Die Ausstellung präsentiert eine überraschende Zahl von Fotodokumenten, die in ihren historischen Kontext eingebettet werden und zugleich die Würde der Opfer wahren. Besondere Aufmerksamkeit legen die Ausstellungsmacher auf die Beziehung der Deutschen zu den Zwangsarbeitern. Sie zeigen, dass man sich als Deutscher entscheiden musste, wie man den Zwangsarbeitern entgegentrat: mit der Unerbittlichkeit und Kälte einer rassistisch motivierten Ideologie oder mit einem Rest an Mitmenschlichkeit. Wie wenig von diesem Handlungsspielraum Gebrauch gemacht wurde, war zugleich ein Indiz für die Wirkungsmacht der NS-Ideologie.

In der Ausstellung wird deutlich, dass Zwangsarbeit keine bloße Begleiterscheinung des NS- Regimes, sondern ein Gesellschaftsverbrechen war. In 60 Fallgeschichten – von der entwürdigenden Arbeit politisch Verfolgter in Chemnitz bis zur mörderischen Sklavenarbeit von Juden im besetzten Polen – wird das persönliche Schicksal der Opfer dem Betrachter emotional nahe gebracht.
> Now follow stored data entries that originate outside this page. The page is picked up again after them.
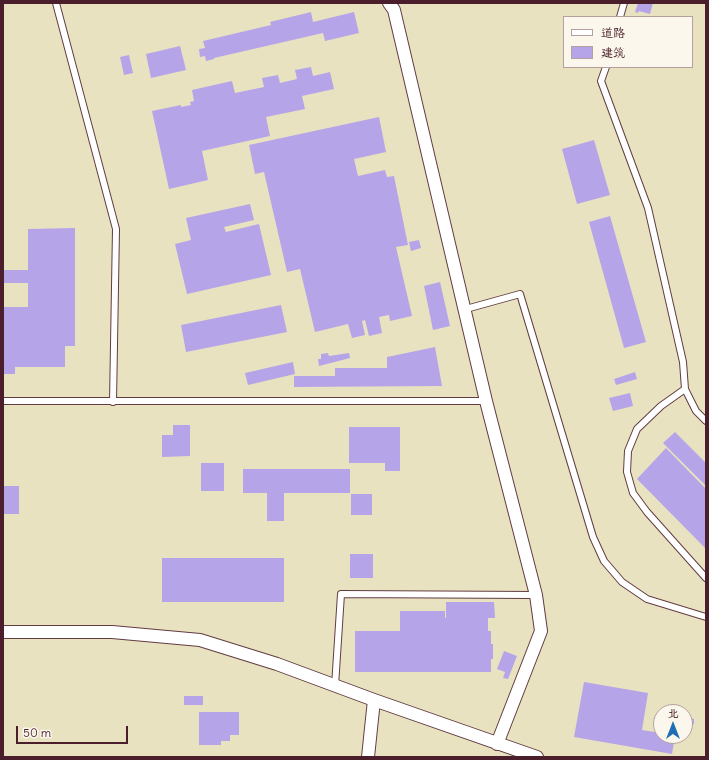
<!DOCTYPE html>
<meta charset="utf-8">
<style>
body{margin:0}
#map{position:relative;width:709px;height:760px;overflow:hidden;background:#e9e2c1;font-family:Delius,"LXGW WenKai TC",sans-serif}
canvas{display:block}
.frame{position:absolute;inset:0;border:4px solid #4a1f2b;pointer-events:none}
.legend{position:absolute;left:563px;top:16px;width:130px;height:52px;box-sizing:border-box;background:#fbf7ec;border:1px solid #b4a19f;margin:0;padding:5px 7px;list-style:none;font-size:12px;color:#4a1f2b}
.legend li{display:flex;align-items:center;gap:8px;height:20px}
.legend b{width:20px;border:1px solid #b4a19f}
.north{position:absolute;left:653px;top:704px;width:40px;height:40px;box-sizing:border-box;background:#fbf7ec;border:1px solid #b4a19f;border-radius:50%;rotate:0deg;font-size:11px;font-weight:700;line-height:16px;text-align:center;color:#4a1f2b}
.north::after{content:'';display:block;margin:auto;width:14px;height:18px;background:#1f6fb2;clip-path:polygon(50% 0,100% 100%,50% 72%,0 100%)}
.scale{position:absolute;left:16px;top:726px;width:112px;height:18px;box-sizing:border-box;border:2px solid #4a1f2b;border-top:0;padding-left:5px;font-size:12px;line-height:14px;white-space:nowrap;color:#4a1f2b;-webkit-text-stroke:3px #fbf7ec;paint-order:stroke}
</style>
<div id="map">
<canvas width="709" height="760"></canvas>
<div class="frame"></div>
<ul class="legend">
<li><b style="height:5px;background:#fff"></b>道路</li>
<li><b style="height:11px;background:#b6a4e8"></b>建筑</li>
</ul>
<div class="north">北</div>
<div class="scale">50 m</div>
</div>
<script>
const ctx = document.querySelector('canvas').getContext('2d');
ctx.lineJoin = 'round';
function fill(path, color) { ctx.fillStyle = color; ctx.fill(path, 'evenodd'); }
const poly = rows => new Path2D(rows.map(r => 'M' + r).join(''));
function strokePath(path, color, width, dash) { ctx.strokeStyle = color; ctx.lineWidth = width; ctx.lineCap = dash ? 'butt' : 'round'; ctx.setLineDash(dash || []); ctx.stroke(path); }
fill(poly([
 [638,3,653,3,650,14,639,11,638,13,635,12],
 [311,12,313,22,354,12,359,33,325,41,323,33,214,58,214,59,206,61,205,56,200,57,199,49,205,48,203,41,271,25,270,22],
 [180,46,186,70,151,78,146,54],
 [129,55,133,73,124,75,120,57],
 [311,67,313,76,330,72,334,89,302,96,305,109,266,117,270,136,202,151,208,180,169,189,152,111,181,105,181,107,191,105,190,102,194,101,192,90,232,81,235,93,264,87,262,78,278,75,280,83,297,79,295,70],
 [379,117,386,152,354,159,358,176,385,170,387,177,394,176,408,245,396,247,412,316,390,321,389,315,379,317,382,333,369,336,365,320,362,321,365,335,352,338,348,324,315,332,300,269,287,272,264,172,255,174,249,145],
 [594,140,610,195,577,204,562,149],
 [250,204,254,220,224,227,226,232,259,224,271,275,187,294,175,244,191,240,186,218],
 [610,216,646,342,624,348,589,222],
 [75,228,75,346,65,346,65,367,15,367,15,374,3,374,3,307,28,307,28,283,3,283,3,270,28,270,28,229],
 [419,240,421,248,411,251,409,242],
 [440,282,450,326,433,330,424,286],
 [281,305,287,332,186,352,181,325],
 [435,347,442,386,294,387,294,376,335,376,335,368,387,368,387,357],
 [328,353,329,356,349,353,350,358,319,366,318,359,321,359,321,354],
 [293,362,295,374,248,385,245,373],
 [635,372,637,379,616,385,614,379],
 [630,393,633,406,613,411,609,398],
 [173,425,190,425,190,456,162,457,162,435,173,435],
 [349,427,400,427,400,471,385,471,385,463,349,463],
 [675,432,706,463,706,486,663,443],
 [666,448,706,489,706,549,637,479],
 [201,463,224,463,224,491,201,491],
 [243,469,350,469,350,493,284,493,284,521,267,521,267,493,243,493],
 [3,486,19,486,19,514,3,514],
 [351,494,372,494,372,515,351,515],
 [350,554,373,554,373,578,350,578],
 [162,558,284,558,284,602,162,602],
 [446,602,494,602,495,618,488,618,488,631,491,631,491,644,493,644,493,659,491,659,491,672,355,672,355,631,400,631,400,611,445,611,445,618,446,618],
 [504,651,517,656,508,679,503,678,505,672,497,669],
 [584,682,648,693,642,730,661,733,661,736,675,736,672,754,574,737],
 [184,696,203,696,203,705,184,705],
 [674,705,682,712,668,712],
 [199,712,239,712,239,735,230,735,230,741,221,741,221,745,199,745],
 [685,714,689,718,694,719,694,724,692,725,687,731,685,730]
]), '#b6a4e8');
const lane = poly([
 [56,3,116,229,113,402],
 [620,17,624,3],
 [606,67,601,81,648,208,683,362,685,389,696,411,706,421],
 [466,309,520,294,593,537,604,561,622,582,647,599,706,617],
 [685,389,661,406,637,429,628,451,627,472,633,493,647,512,706,578],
 [3,401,486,401],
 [335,686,341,594,536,595]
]);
const street = poly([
 [389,3,394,10,486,401,536,595,541,631,497,744],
 [3,632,112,632,200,640,277,664,374,700,537,757],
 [368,757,374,700]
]);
strokePath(lane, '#623c42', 8);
strokePath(street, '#623c42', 14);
strokePath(lane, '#fff', 6);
strokePath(street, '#fff', 12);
</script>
In den Jahren 2000 bis 2007 hat die Zwangsarbeiter-Stiftung insgesamt 1,7 der 20 Millionen ehemaligen Zwangsarbeiter entschädigt, wobei sowjetische und italienische Kriegsgefangene leer ausgingen. Zu den Stärken der Ausstellung gehört, dass sie den mühsamen Streit um die Anerkennung der Zwangsarbeit als Verbrechen und um die Entschädigung der Zwangsarbeiter überhaupt zum Thema macht. Allerdings bleibt dabei der jahrzehntelange Kampf der Zwangsarbeiter und der VVN-BdA um deren Anerkennung als Opfer des Faschismus unterbelichtet. Einem polnischen Zwangsarbeiter hatte das Oberlandesgericht München 1959 noch bescheinigt, dass die »Heranziehung zur Arbeit« auch außerhalb der Heimat »noch kein Eingriff in die Sphäre der der Menschenwürde zugrundeliegenden Persönlichkeitsrechte« sei. Auch daran erinnert die Ausstellung, die, als Wanderausstellung konzipiert, hoffentlich auch noch an anderen Orten zu sehen sein wird.